* DIRECTIONS:
From the records below, copy each line in which the string "Keep" occurs.

##########

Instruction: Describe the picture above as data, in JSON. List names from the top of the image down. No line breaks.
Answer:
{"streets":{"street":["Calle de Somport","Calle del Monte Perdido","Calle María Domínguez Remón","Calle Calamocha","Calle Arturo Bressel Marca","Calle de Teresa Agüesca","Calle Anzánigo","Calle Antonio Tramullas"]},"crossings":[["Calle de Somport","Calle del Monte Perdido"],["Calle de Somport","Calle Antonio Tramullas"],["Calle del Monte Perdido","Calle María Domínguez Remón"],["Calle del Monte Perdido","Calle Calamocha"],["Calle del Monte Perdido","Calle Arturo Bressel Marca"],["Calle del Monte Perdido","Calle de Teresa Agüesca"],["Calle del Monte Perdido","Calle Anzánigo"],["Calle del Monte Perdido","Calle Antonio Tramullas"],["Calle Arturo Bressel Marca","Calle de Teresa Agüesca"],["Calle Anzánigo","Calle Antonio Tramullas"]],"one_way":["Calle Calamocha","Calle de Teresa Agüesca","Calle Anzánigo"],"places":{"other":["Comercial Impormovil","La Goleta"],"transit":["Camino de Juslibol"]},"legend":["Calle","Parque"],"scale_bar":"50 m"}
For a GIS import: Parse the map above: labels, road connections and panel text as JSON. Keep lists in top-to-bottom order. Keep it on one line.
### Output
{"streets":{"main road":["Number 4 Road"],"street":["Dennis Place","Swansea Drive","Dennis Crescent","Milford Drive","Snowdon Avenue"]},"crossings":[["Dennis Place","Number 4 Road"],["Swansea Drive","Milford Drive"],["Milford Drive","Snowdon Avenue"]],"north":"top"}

##########

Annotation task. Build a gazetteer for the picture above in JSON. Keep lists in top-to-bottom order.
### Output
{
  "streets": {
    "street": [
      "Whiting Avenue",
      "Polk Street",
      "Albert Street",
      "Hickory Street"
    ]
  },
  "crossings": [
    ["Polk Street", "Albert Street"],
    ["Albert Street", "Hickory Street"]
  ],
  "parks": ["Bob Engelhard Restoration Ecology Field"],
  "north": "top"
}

##########

* RESPONSE TO THE TASK:
For a GIS import: Parse the map above: labels, road connections and panel text as JSON. Keep lists in top-to-bottom order. Keep it on one line.
Annotation task. Build a gazetteer for the picture above in JSON. Keep lists in top-to-bottom order.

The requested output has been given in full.